▸ Given records:
....
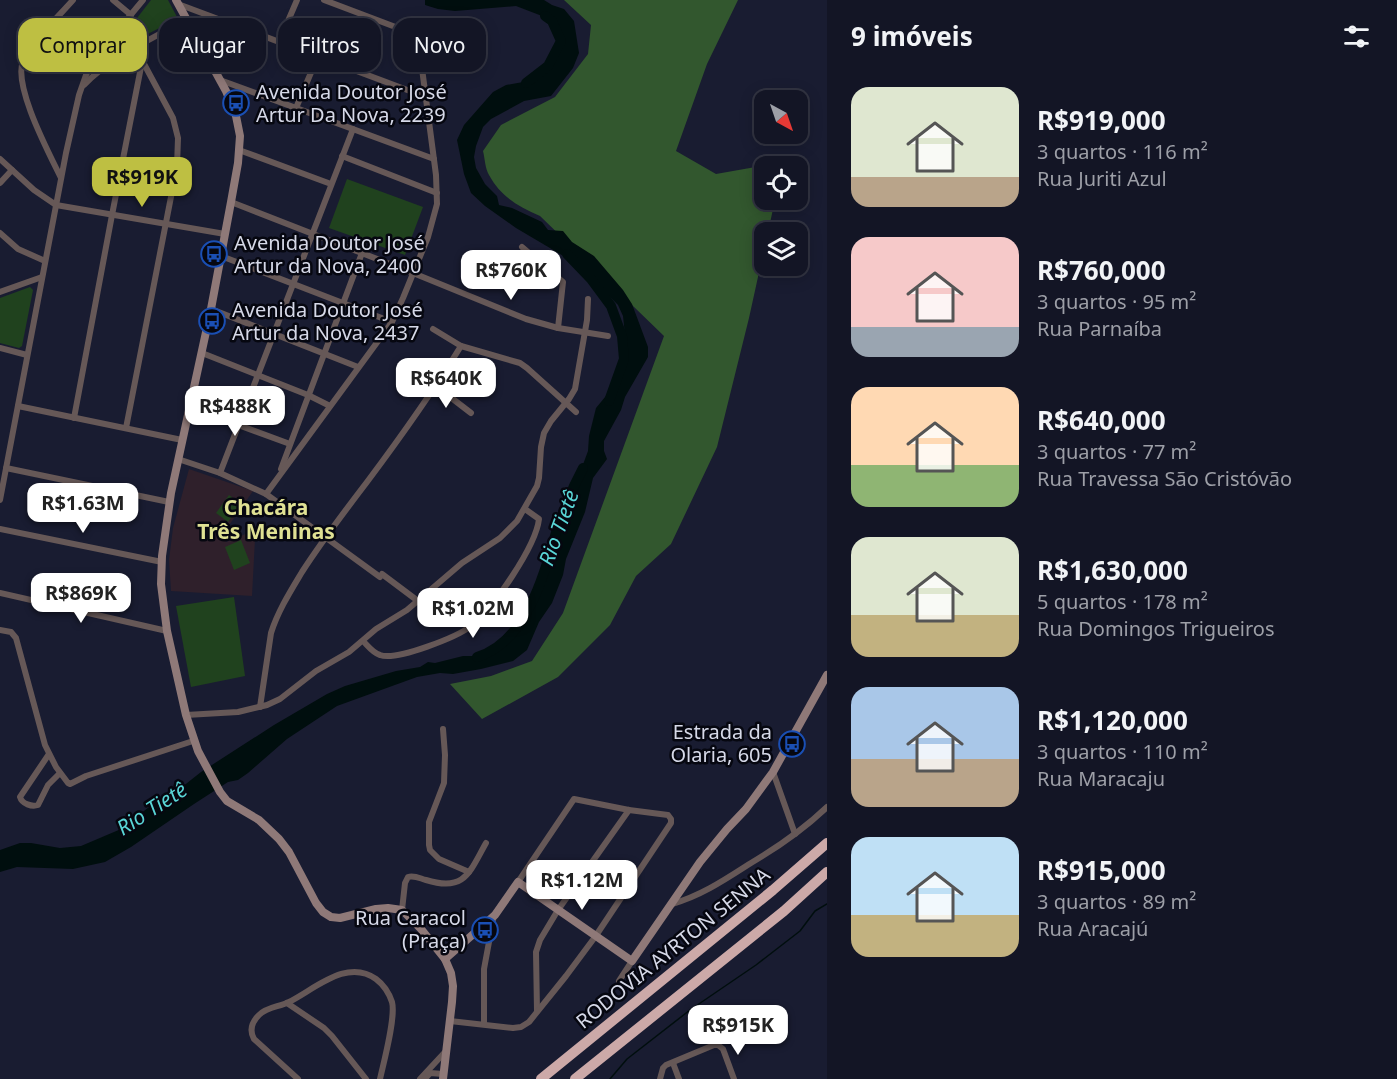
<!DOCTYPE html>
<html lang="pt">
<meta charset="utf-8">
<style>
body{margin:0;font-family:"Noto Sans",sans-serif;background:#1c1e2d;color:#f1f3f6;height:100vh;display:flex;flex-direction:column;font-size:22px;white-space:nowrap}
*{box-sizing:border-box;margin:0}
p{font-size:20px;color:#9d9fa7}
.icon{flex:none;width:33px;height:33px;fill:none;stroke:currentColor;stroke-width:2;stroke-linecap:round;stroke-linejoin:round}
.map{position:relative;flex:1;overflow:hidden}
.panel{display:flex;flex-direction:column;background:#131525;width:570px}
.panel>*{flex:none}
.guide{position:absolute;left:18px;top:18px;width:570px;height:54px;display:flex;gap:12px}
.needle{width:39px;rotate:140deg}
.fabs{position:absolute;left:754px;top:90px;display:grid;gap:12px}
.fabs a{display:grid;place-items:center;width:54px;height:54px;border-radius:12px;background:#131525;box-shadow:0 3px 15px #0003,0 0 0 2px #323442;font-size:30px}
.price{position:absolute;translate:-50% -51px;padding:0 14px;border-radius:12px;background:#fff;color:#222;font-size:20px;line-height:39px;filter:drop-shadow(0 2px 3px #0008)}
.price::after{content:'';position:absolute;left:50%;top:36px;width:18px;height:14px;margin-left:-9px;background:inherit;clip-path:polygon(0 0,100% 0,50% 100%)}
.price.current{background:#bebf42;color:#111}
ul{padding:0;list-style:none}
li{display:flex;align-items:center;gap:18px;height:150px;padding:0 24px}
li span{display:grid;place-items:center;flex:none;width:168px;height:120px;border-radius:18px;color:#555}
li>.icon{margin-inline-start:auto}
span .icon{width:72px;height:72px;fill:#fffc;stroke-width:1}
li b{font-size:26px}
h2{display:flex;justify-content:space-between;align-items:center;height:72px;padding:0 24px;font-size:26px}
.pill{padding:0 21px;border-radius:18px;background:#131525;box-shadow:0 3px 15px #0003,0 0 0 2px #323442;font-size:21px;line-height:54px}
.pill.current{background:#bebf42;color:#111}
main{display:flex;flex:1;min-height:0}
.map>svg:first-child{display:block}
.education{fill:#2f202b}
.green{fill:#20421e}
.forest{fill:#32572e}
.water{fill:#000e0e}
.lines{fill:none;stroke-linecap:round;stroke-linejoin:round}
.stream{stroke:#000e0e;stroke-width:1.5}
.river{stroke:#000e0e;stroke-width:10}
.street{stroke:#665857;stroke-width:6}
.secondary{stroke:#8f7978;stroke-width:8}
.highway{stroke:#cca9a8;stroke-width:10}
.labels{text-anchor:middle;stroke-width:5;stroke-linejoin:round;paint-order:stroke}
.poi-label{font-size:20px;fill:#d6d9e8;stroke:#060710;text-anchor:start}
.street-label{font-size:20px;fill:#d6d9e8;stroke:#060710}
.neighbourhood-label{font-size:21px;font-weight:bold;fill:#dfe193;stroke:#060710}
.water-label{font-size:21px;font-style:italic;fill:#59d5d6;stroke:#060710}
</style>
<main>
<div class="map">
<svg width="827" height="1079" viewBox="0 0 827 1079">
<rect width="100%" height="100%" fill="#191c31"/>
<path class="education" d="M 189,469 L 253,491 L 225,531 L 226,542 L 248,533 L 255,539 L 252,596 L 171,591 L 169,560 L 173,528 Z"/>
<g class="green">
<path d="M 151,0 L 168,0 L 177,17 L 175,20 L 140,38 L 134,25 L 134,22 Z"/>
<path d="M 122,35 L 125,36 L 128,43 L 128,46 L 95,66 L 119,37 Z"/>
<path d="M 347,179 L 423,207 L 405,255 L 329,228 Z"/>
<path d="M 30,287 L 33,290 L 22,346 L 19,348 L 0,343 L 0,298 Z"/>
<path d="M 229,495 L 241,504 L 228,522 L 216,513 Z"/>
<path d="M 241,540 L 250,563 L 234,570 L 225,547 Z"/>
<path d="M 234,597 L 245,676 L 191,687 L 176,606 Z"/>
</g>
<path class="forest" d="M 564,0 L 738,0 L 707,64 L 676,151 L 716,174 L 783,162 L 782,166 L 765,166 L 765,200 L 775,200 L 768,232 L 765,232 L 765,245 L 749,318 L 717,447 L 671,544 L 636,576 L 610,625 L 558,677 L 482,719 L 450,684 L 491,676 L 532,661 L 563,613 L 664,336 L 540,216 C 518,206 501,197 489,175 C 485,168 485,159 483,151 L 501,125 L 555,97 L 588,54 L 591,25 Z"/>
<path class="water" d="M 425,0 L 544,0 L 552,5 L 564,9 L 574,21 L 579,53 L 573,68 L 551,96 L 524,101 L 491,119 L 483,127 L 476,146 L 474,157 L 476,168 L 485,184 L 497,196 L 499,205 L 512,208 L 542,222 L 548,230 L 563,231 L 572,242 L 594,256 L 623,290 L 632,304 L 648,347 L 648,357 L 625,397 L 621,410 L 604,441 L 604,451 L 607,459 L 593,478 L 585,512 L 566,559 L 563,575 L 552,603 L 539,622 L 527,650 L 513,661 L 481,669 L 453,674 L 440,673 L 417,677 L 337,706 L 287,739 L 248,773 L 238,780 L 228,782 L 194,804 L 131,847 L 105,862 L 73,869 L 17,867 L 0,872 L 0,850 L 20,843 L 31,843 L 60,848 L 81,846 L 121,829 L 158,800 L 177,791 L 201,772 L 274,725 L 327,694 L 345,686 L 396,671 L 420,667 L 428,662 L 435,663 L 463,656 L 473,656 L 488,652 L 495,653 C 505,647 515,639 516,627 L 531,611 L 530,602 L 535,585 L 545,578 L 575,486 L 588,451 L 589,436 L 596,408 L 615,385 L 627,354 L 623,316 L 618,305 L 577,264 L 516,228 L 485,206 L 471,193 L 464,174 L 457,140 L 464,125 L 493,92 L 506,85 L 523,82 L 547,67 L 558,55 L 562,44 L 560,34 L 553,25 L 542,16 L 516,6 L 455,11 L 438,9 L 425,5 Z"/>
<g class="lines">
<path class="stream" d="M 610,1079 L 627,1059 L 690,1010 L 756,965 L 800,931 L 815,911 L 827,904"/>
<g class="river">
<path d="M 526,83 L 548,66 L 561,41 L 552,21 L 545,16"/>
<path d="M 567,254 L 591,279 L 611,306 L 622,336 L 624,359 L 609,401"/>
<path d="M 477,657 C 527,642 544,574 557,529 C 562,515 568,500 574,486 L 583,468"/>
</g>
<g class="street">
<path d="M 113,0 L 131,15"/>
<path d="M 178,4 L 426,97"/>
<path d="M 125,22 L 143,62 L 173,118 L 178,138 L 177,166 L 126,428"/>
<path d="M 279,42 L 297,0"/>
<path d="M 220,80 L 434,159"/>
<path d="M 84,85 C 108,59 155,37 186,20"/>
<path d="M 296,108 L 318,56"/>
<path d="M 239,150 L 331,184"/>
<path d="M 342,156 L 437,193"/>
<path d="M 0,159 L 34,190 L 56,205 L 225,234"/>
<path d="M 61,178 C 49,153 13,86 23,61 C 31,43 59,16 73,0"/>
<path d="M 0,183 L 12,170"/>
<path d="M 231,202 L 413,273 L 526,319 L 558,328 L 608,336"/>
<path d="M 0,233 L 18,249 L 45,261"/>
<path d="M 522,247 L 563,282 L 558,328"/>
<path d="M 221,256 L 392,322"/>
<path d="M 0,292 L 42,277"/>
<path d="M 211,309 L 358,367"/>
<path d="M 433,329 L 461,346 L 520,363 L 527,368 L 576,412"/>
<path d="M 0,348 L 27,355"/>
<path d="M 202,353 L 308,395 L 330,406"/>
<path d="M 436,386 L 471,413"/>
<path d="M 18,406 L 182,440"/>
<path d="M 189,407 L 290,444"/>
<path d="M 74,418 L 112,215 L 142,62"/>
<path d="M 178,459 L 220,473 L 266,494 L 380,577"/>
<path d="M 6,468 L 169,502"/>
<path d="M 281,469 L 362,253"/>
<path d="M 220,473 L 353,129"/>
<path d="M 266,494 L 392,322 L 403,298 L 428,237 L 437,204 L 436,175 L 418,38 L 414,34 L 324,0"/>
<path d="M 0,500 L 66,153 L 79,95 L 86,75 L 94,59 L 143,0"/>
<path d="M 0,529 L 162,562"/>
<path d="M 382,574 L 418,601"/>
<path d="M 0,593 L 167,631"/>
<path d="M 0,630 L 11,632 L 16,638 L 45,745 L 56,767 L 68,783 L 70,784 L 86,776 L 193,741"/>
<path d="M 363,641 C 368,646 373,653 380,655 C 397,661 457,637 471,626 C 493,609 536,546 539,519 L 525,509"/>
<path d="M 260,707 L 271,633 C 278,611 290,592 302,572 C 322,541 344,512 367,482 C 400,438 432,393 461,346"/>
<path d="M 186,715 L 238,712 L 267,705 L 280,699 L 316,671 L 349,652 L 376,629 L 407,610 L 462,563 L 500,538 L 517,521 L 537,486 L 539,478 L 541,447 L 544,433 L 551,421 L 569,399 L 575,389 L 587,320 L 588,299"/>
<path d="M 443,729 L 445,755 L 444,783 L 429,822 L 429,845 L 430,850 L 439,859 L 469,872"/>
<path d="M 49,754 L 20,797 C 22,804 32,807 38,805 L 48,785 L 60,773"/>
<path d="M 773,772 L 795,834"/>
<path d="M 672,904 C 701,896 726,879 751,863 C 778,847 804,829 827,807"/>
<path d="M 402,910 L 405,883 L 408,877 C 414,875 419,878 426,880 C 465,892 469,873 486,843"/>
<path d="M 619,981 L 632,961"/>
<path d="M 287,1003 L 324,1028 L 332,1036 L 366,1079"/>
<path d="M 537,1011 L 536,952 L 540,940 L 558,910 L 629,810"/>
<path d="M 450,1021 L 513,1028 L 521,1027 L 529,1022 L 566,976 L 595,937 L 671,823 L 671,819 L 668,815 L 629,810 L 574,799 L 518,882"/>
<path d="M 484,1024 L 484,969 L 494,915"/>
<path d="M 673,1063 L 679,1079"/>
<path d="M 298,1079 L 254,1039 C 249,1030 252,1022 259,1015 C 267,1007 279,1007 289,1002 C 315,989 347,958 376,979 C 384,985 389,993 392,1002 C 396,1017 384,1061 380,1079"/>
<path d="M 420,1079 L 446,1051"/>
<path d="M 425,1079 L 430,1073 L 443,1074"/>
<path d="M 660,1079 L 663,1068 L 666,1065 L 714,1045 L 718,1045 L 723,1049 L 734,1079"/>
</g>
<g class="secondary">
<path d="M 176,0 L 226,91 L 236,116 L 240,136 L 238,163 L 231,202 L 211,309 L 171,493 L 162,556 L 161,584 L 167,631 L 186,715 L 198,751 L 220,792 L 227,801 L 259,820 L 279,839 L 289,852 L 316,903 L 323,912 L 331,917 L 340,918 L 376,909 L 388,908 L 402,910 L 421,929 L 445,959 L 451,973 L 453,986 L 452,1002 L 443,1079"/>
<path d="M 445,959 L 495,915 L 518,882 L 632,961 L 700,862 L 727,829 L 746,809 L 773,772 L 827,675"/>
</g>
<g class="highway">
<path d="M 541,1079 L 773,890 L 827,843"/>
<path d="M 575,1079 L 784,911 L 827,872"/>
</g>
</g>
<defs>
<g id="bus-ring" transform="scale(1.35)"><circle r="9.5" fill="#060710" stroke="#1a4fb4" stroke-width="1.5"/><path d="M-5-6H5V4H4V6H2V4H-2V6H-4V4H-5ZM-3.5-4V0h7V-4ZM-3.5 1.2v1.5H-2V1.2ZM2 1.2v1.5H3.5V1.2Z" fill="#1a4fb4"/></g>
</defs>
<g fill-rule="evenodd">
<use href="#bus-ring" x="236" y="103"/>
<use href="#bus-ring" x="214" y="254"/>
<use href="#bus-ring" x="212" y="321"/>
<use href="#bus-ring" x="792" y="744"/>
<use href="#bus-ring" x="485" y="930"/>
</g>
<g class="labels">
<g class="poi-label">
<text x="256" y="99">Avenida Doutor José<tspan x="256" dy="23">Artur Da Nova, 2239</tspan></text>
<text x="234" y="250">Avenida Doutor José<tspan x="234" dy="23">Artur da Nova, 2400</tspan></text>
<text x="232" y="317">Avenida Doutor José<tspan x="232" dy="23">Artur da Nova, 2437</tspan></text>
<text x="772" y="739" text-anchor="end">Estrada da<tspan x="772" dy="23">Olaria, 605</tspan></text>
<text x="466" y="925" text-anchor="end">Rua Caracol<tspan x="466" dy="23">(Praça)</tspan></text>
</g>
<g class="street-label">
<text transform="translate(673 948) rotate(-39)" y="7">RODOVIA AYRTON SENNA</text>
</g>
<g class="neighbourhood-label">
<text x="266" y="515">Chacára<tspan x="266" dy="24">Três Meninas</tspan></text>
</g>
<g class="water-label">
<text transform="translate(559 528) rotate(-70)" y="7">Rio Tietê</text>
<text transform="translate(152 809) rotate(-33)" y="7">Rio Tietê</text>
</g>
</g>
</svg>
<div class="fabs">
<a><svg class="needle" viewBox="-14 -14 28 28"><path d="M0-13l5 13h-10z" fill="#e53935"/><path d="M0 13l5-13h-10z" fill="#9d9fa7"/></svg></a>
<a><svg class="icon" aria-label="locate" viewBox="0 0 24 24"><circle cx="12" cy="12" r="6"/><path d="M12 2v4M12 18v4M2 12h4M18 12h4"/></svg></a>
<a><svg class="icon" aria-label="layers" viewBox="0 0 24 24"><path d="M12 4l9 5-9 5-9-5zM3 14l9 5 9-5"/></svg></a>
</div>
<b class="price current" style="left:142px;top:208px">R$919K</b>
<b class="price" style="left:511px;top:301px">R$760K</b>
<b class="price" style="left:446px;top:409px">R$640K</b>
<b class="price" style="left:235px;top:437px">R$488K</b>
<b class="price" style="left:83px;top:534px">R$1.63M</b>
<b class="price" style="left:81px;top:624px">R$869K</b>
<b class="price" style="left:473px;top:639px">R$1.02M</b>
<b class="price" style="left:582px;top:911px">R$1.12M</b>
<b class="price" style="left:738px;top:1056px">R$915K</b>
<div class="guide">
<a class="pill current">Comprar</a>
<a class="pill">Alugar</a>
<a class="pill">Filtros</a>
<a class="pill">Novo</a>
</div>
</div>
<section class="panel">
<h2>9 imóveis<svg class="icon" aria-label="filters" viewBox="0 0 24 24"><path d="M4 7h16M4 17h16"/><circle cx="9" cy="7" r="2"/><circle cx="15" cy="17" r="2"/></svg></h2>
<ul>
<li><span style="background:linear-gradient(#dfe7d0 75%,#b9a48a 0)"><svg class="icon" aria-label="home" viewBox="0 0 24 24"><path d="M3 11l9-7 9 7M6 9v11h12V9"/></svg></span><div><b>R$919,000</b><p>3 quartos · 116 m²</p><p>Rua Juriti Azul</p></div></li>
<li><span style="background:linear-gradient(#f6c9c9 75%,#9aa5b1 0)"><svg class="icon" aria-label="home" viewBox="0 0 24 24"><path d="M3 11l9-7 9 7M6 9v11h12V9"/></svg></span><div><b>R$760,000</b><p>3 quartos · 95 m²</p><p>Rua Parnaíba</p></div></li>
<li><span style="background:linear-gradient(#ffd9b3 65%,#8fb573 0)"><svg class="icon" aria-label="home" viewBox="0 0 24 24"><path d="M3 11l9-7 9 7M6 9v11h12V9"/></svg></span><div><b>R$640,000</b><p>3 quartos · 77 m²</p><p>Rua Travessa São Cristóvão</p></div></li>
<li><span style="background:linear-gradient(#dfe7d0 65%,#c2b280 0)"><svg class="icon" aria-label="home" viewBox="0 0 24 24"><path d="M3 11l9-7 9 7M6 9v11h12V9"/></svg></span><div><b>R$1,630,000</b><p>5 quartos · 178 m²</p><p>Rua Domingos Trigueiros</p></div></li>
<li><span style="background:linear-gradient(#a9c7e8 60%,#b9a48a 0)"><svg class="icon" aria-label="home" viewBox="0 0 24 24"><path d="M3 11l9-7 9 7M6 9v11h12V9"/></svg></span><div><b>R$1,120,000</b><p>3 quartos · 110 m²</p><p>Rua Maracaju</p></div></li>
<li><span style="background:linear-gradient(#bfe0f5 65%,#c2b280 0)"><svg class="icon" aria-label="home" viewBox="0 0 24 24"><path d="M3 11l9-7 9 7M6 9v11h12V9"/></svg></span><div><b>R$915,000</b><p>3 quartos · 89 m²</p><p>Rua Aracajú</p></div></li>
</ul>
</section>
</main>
....
▸ What you need to do: Report each line of the material above where the word "lines" appears.

▸ Worked solution:
.lines{fill:none;stroke-linecap:round;stroke-linejoin:round}
<g class="lines">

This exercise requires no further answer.